Raising interest rates also accelerated recessions. But similar commodity price rises before the 1970s’ and imminent stagflation episodes – involving energy and food respectively – obscure major differences.

For instance, ‘wage indexing’ – linking wage increases to price rises – enhanced the 1970s’ inflation spiral. But labour market deregulation since the 1980s has largely ended such indexation.

The IMF acknowledges globalization, ‘offshoring’ and labour-saving technical change have weakened unionization and workers’ bargaining power. With both elements of the 1970s’ wage-price spirals now insignificant, inflation is more likely to decline once supply bottlenecks ease.

But the wage-price spiral has also been replaced by a profit-price swirl. Reforms since the 1980s have also enhanced large corporations’ market power. Greater corporate discretion and reduced employees’ strength have thus increased profit shares, even during the pandemic.

In November 2021, Bloomberg observed the “fattest profits since 1950 debunks wage-inflation story of CEOs”. Meanwhile, the Guardian found “Companies’ profit growth has far outpaced workers’ wages”.

Corporations are taking advantage of the situation, passing on costs to customers. The net profits of the top 100 US corporations were “up by a median of 49%, and in one case by as much as 111,000%”!

Meanwhile, many more consumers struggle to meet their basic needs. Interest rate hikes have also hurt wage-earners, as falling labour shares of national income have been exacerbated by real wage stagnation, even contraction.

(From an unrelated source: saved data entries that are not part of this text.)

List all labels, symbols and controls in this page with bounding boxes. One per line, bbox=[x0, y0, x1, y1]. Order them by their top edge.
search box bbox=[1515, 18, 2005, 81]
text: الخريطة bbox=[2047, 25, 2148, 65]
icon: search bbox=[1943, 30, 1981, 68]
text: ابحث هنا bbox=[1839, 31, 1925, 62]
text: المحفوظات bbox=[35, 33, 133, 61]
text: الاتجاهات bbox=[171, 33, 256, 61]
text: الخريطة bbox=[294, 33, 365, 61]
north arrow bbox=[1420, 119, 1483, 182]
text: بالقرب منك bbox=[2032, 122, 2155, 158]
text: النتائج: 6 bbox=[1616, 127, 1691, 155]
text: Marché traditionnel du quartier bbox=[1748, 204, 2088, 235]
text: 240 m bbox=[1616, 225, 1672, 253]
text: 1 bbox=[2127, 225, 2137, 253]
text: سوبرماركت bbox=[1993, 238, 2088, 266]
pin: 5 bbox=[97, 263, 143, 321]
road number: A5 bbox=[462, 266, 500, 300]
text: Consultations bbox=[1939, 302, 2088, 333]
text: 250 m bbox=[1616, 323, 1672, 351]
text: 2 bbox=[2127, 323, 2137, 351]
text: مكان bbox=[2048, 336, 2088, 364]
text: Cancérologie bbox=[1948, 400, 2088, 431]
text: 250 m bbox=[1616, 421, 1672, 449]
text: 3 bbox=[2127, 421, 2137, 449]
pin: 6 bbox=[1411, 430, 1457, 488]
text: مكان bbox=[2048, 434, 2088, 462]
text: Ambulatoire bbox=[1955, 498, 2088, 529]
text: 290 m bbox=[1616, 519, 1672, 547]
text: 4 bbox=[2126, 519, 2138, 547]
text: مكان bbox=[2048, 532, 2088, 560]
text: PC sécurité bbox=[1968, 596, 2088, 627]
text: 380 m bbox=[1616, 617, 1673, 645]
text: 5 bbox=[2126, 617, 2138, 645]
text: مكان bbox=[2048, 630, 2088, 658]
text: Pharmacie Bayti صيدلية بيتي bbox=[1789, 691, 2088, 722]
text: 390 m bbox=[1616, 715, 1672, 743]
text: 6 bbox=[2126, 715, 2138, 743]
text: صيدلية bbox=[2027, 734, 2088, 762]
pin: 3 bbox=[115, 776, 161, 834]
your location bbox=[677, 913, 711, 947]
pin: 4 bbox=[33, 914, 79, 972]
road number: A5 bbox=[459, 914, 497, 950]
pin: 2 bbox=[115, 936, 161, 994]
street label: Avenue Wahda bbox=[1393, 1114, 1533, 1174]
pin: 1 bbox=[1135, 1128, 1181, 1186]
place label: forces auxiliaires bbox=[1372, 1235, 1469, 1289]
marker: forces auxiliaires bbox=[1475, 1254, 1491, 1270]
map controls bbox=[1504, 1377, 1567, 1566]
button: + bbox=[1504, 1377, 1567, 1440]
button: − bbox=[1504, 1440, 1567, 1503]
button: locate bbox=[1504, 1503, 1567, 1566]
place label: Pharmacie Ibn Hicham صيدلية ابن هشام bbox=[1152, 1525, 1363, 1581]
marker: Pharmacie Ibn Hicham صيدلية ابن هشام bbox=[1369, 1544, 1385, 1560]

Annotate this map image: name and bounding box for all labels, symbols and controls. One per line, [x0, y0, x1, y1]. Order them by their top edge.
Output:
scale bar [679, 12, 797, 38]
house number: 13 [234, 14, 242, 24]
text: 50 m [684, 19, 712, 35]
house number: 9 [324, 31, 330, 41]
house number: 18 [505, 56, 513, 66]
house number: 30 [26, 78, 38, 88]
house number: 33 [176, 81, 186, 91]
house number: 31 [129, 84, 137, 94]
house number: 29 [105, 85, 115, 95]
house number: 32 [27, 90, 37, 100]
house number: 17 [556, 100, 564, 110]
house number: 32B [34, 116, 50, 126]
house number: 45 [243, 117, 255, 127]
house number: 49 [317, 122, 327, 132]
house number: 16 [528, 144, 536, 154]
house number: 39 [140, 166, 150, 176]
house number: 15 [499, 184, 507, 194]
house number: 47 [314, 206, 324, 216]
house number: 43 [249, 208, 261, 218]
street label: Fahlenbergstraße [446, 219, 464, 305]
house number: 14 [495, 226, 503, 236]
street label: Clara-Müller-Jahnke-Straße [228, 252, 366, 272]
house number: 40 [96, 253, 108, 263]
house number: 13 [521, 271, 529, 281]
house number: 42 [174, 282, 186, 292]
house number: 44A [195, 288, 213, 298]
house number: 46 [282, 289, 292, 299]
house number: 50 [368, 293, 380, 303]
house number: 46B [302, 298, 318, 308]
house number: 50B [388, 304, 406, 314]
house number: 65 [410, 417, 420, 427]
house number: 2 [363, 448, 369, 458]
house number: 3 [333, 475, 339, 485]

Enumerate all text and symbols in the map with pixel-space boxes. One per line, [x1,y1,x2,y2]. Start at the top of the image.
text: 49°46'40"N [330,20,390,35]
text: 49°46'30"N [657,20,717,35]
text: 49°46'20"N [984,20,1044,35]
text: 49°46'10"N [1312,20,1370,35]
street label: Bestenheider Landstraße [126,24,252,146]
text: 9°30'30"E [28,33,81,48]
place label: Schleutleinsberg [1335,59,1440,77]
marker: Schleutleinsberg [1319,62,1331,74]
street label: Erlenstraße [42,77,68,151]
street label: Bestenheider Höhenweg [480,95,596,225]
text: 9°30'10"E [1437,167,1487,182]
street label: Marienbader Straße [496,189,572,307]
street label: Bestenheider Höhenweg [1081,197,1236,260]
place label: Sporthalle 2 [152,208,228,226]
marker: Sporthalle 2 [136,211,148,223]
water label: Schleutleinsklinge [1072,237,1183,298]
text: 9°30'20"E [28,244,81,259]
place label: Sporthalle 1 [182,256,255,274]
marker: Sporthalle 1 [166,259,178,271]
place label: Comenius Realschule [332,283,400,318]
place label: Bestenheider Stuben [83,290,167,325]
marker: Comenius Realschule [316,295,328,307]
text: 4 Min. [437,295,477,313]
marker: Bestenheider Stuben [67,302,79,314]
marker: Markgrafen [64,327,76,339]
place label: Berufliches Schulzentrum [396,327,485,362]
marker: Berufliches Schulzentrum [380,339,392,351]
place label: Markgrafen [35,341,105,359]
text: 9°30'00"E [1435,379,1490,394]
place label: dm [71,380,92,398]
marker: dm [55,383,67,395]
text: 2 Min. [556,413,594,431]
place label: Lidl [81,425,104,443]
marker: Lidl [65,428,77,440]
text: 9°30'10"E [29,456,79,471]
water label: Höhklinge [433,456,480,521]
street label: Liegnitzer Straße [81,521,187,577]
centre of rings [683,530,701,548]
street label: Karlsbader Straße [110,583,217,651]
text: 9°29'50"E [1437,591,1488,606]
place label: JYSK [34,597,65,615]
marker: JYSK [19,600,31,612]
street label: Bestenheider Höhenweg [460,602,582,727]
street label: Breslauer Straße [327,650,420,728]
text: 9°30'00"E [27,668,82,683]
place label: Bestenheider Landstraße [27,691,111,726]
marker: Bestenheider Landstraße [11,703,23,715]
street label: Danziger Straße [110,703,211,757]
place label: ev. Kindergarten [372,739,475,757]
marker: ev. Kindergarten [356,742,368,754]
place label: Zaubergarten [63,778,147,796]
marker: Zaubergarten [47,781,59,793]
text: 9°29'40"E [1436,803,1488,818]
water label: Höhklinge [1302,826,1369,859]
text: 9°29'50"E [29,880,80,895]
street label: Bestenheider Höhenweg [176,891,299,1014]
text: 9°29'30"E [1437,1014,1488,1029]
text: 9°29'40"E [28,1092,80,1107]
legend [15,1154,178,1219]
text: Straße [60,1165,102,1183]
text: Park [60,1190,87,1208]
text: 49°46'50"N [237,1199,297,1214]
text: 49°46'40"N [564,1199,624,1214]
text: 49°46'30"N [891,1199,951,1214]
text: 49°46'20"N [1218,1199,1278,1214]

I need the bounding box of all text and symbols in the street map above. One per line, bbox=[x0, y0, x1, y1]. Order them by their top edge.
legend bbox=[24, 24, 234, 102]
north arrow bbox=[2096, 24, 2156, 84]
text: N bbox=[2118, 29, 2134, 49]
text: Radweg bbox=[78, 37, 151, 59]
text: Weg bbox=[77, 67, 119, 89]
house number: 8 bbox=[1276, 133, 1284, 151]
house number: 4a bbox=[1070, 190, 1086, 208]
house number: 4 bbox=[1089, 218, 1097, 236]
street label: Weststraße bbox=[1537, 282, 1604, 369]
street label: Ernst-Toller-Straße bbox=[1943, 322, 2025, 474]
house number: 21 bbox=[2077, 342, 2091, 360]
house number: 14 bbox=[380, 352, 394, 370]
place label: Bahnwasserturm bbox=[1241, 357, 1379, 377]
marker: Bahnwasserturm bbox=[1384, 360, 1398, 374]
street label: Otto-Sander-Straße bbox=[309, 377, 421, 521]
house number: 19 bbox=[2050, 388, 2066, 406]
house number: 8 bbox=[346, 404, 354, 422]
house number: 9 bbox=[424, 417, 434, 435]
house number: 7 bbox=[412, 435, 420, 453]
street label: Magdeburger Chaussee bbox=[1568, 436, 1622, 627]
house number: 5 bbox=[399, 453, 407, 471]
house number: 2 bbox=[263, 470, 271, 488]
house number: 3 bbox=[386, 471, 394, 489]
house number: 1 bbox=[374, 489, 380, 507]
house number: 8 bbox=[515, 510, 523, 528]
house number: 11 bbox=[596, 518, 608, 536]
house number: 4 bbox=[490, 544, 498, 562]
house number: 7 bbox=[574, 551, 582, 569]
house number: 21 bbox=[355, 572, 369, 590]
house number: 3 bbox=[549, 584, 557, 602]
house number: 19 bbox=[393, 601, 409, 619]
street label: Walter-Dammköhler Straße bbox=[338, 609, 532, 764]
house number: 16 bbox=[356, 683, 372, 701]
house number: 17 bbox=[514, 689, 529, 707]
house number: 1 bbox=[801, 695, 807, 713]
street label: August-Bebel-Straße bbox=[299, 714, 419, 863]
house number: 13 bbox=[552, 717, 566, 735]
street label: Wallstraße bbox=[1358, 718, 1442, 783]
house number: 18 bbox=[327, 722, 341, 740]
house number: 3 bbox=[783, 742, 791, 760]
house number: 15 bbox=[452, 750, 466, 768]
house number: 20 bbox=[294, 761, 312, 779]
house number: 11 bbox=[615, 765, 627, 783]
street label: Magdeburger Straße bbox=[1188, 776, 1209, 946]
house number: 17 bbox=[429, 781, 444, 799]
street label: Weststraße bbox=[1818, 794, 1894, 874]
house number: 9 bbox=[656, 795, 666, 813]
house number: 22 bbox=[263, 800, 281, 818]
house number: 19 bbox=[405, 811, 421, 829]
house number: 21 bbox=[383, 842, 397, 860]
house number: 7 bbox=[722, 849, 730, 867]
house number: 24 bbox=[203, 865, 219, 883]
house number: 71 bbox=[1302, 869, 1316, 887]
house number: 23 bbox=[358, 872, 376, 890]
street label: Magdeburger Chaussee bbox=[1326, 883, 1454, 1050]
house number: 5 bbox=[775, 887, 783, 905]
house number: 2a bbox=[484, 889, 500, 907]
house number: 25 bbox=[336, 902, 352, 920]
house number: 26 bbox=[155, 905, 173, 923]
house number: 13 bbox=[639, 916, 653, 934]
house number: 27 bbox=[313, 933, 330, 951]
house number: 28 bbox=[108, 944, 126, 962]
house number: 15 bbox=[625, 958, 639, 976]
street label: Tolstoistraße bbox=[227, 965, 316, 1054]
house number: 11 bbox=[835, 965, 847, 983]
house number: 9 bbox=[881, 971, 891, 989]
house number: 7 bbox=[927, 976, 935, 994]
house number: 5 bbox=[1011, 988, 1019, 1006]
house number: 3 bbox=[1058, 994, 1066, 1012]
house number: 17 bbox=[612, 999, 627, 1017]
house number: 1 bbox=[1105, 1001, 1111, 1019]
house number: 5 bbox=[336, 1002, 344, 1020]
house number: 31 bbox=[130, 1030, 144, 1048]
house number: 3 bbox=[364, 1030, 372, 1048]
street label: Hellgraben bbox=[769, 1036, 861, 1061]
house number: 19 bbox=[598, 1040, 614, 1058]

Hence, policymakers should ease supply bottlenecks and address imbalances to accelerate progress, not raise interest rates causing the converse. Thus, they should rein in corporate power, improve competition and protect the vulnerable.

Allowing international price rises to pass through, while protecting the vulnerable, can accelerate the transition to more sustainable consumption and production, including cleaner renewable energy.